Estimado señor


Estimado Sr. D. Damián:
Imagino que después de mi aparición el domingo en misa mayor habrá llegado a sus oídos que la hija de los marqueses ha regresado del exterior. Con esa certeza, le escribo esta carta con objeto de proponerle un negocio que, debido a la delicadeza de su naturaleza, es imposible tratarlo en público. Ni la Sala de Fumadores del Casino ni la reunión de las Damas Notables son el lugar apropiado para hacerlo. Demasiados oídos atentos a las transacciones de dos buenos cristianos. Con la confianza de que escuchará mejor lo que tengo que decirle si lo expongo por este medio, paso pues a referírselo sin más demora.
Usted mejor que nadie sabe que la fábrica de conservas que mi abuelo, al que Dios tenga en la Gloria, fundó en el año mil ochocientos setenta y siete hace muchos años que permanece cerrada a la espera de que alguien se haga cargo de ella.

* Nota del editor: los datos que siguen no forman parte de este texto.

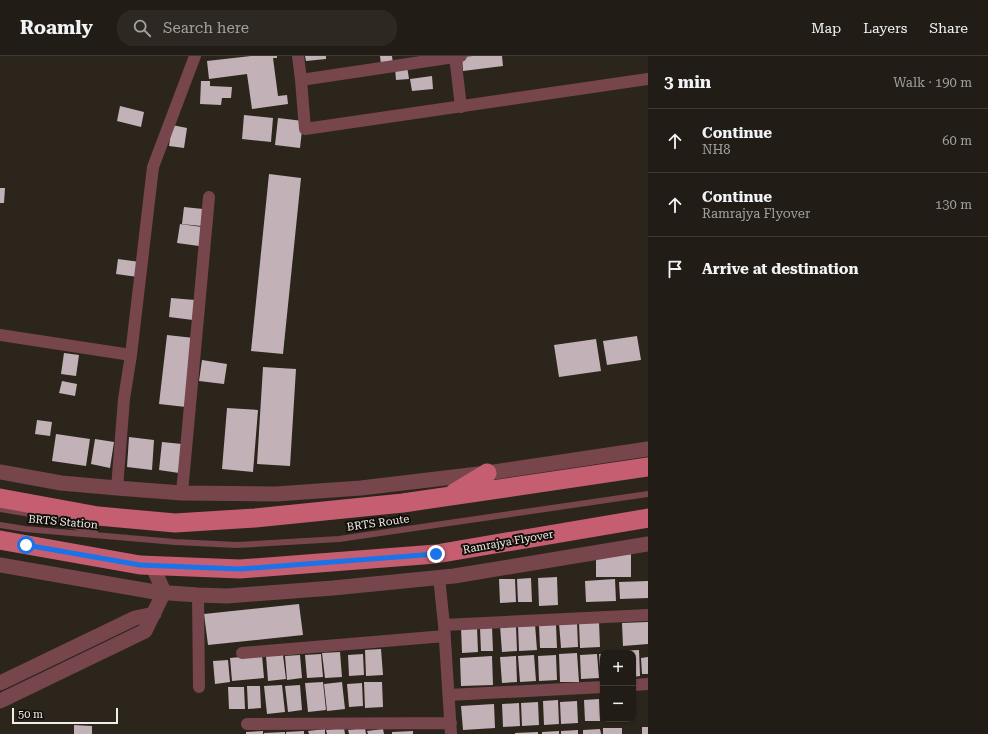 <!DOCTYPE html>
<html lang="en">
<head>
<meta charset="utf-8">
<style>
  :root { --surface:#211c15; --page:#2d2922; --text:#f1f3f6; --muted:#a2a1a0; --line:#3e3a34 }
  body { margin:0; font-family:"Roboto Serif",serif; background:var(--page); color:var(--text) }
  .controls { position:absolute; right:12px; bottom:12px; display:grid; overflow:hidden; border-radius:8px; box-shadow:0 1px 3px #0004 }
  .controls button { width:36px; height:36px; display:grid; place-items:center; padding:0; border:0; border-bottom:1px solid var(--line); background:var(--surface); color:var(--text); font:20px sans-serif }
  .scale { position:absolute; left:12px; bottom:10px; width:106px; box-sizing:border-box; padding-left:4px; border:2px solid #f2ede7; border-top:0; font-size:11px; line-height:14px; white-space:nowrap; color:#f2ede7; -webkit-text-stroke:3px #120f0b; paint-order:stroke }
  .stop { position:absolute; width:12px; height:12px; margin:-9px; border:3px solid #1a73e8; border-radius:50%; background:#fff }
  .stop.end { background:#1a73e8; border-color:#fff; box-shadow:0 1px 4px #0008 }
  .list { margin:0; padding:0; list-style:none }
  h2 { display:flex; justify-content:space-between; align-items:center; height:52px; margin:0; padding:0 16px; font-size:17px }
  h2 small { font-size:13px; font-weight:400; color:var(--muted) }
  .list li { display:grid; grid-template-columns:26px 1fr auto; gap:12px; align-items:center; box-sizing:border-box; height:64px; padding:0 16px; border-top:1px solid var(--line) }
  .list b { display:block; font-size:15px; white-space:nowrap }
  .list p { margin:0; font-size:13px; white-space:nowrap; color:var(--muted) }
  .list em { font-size:13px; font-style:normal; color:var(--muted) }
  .icon { flex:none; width:22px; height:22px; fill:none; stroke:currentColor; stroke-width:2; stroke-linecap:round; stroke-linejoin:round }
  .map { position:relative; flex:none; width:648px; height:678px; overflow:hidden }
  header { display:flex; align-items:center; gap:24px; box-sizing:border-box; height:56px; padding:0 20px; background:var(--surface); border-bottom:1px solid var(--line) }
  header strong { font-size:19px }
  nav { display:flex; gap:22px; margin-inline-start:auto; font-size:14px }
  .search { width:280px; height:36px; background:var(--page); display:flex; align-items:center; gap:10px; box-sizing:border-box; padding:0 14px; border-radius:16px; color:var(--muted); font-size:15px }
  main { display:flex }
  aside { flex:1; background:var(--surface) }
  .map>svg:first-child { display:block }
  .building { fill:#c2b2b7 }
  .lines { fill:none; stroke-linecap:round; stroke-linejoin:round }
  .service { stroke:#77454c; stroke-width:6 }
  .minor { stroke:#77454c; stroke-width:12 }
  .tertiary { stroke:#77454c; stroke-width:15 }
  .primary { stroke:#c65e71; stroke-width:19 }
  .route { stroke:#1a73e8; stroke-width:5 }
  .labels { text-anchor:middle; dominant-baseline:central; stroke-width:4; stroke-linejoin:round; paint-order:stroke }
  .street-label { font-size:11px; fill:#f2ede7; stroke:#120f0b }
</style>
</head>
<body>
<header>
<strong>Roamly</strong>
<div class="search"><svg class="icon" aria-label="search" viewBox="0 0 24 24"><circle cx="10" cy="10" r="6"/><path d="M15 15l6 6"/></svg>Search here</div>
<nav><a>Map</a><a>Layers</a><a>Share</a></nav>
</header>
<main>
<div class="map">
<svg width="648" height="678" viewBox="0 0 648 678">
  <rect width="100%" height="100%" fill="#2c251c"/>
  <!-- building -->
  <path class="building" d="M251,0H277V2H273L278,40L287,39L288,48L252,53L247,18L209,23L207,5Z
    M305,0H326V3L306,5Z
    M380,0H392L393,8L381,9Z
    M473,0H502L503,10L463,15L462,1Z
    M407,10L409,23L396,24L395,12Z
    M432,20L433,33L412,35L410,23Z
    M201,25H210V30L232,31L231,42H222L221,49L200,48Z
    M120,50L144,56L141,71L117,65Z
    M244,59L273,62L271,86L242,83Z
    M278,62L303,65L300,92L275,89Z
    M172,69L187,72L184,92L169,90Z
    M269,118L301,122L283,298L251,295Z
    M0,132H5L4,147H0Z
    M184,151L203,153L201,170L182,168Z
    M180,168L202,171L199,190L177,187Z
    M118,203L140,206L138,221L116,218Z
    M171,242L195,244L193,264L169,261Z
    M167,279L194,282L186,351L159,348Z
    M637,280L641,304L607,309L603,285Z
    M596,283L601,315L559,321L554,289Z
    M64,297L79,299L76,320L61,318Z
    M202,304L227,308L224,328L199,325Z
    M263,311L296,313L290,410L257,408Z
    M62,325L77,328L75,340L59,337Z
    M227,352L258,354L253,416L222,413Z
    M37,364L52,366L50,380L35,378Z
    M56,378L90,383L86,410L52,405Z
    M129,381L154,384L152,414L127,411Z
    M95,383L114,386L110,412L91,408Z
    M162,386L182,388L179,417L159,414Z
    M631,498V521H596V503Z
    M557,521L558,549L539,550L538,522Z
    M531,522L532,546H518L517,523Z
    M499,523H515L516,546L500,547Z
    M615,523L616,545L586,546L585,525Z
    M648,525V542L620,543L619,526Z
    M299,548L303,579L208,589L204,558Z
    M577,566L578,591L561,592L559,567Z
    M599,566L600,591L580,592L579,567Z
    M648,566V588L623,590L622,567Z
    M535,568L537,594L519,595L518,569Z
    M539,569H556L557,592H540Z
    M500,570H516L517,595L502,596Z
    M461,571H477L478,596L462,597Z
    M492,571L493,595H481L480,572Z
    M381,593L383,619L366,620L365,594Z
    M639,594L640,620L633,621V597H620L619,595Z
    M340,596L342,621L325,622L322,597Z
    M577,597L579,626H560L559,598Z
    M321,598L323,621L307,622L305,599Z
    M363,598L364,619L349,620L348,599Z
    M597,598L599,622L581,623L580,599Z
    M599,598H603V625H601Z
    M262,599L264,622L232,625L230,602Z
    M283,599L286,623L268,625L266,600Z
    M300,599L302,622L287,624L285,600Z
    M534,599L536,625L520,626L518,600Z
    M556,599L557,624L539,625L538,600Z
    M492,600L493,629L461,630L460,602Z
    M516,600L517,626L502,627L500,601Z
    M648,601V618H642L641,602Z
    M228,604L230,626L215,628L213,605Z
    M323,626L326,654L308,656L305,627Z
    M342,626L345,653L327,655L324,628Z
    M364,626H382L383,651L365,652Z
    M362,627L363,650L349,651L347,628Z
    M282,629L285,656L267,658L264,630Z
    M300,629L302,654L288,656L285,630Z
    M247,630H260L261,652L248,653Z
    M228,631H244L245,653H229Z
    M599,643L600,665H585L584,644Z
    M558,644L559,668L544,669L543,645Z
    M577,645L578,667L561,668L560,646Z
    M538,646L539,669L522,670L521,647Z
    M519,647L520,670L503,671L502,648Z
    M494,648L495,672L463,674L461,650Z
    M74,669L92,670V678H74Z
    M642,671H648V678H642Z
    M344,672L345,678H327L326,674Z
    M365,672L366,678H349L348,674Z
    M603,672H622V678H603Z
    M325,673V678H309L308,675Z
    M383,673L384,678H368L367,675Z
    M600,673L601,678H583V674Z
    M578,674V678H561V675Z
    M263,675V678H246V676Z
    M304,675V678H286V676Z
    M413,675V678H392V676Z
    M559,675V678H542V676Z
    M285,676V678H264V677Z
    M538,676V678H515V677Z"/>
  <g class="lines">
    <!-- service -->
    <path class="service" d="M0,453L30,458L95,476
      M0,469L25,473L175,486L237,489L339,483L648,438"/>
    <!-- minor -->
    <path class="minor" d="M298,0L301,24L305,73L648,23
      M455,0L461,51
      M301,24L461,0
      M0,279L131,299
      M117,432L124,343L131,299L153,111L195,0
      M182,437L209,141
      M439,521L444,569L451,678
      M198,539L199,631
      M444,569L648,559
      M242,597L445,580
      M633,629L648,628
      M449,639L603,631
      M247,668L451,667"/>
    <!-- tertiary -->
    <path class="tertiary" d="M0,416L61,427L117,432L182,437L276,438L361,432L487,417L648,393
      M0,509L155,536L198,539L227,540L333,532L454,520L648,488
      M152,509L164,536
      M0,627L135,562L154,558
      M0,645L145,575L164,536"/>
    <!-- primary -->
    <path class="primary" d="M454,437L487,417
      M0,442L98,460L175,467L255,462L403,447L648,411
      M0,484L140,509L240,513L436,498L648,462"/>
  </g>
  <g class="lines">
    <!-- route -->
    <path class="route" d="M26,489L140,509L240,513L436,498"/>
  </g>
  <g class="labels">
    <!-- street labels -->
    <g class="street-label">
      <text transform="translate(63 466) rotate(5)">BRTS Station</text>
      <text transform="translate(378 467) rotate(-8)">BRTS Route</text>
      <text transform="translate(508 486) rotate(-10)">Ramrajya Flyover</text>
    </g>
  </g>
</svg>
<div class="controls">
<button>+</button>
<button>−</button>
</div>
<div class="scale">50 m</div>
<div class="stop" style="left:26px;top:489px"></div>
<div class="stop end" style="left:436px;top:498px"></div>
</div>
<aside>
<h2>3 min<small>Walk · 190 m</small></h2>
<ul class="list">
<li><svg class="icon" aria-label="ahead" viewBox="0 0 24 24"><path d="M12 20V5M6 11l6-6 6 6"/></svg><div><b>Continue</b><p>NH8</p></div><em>60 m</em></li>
<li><svg class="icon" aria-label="ahead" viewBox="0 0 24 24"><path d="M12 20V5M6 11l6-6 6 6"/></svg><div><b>Continue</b><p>Ramrajya Flyover</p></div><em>130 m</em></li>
<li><svg class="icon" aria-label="arrive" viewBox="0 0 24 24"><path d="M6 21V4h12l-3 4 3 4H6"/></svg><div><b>Arrive at destination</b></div></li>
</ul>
</aside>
</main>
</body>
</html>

Yo, como única heredera de la fortuna de los Landaida, debía ser la persona encargada de hacerlo, pero, por suerte o por desgracia, la larga y agónica enfermedad a la que se ha visto postrado mi esposo durante los últimos cinco años me ha impedido regresar antes de Inglaterra para atender las obligaciones con mi familia.
Libre ya del deber marital, me propongo iniciar una nueva etapa como empresaria de Enlatados Landaida. No tengo que exponerle a usted la situación tan penosa en la que se encuentra la empresa. Mi padre, en su afán por sacar adelante el legado familiar, invirtió en ella todo lo que poseía. En vano fue, puesto que todo se perdió a pesar de sus esfuerzos. Sin embargo, la factoría sigue en pie, y la maquinaria dentro. Con el dinero que obtuve de la venta de mi palacete de Cambridge, tengo apalabrados quinientos ejemplares de bonito de las capturas de la próxima campaña. Solo hay una cosa que me falta conseguir y son los operarios. Para esto acudo a usted: le pido fervientemente que me provea de veinte mujeres de las que trabajan en sus naves. Nada tengo que ofrecerle sino a mí misma. Mis mejillas arden al escribir estas palabras, pero solo pueden ser dichas con la crudeza que merecen: yo soy la moneda de cambio.
Espero que estudie mi solicitud y mi oferta con la seriedad con las que están hechas. Le ruego guarde la máxima prudencia sobre el contenido de esta carta; ni usted ni yo merecemos ser el asunto principal de las conversaciones del próximo domingo a los pies de la escalinata del templo.
Con toda mi gratitud a su discreción, se despide atentamente,

Olga María Landaida, vda. de Bruckling




Estimada Srta. Olga:
Permítame indicarle que no he podido atender su petición a pesar de que usted me lo exponía en su misiva tan educadamente.
Como usted bien conoce, no acostumbro a frecuentar los dominios del padre Anselmo ya que mis ideas políticas y opiniones religiosas así me lo demandan. Sin embargo, la sacristía parroquial no dispone aún de teléfono, ese nuevo invento tan en boga en estos últimos tiempos, y no me ha quedado más remedio que acudir a la iglesia. El cura la tuvo presente a usted en los más de ciento cincuenta santos y señas que debió de hacer en el tiempo que tardé para exponerle la situación. Me temo que este domingo su nombre y el mío estarán en boca de todos los ciudadanos de la villa, puesto que constan ya clavados en la puerta.
Sin más dilación me despido no sin antes rogarle que en adelante, y para cualquier correspondencia sobre su particular o sobre Enlatados Landaida, utilice el nuevo nombre de Olga María Landaida, sra. de Damián Márquez.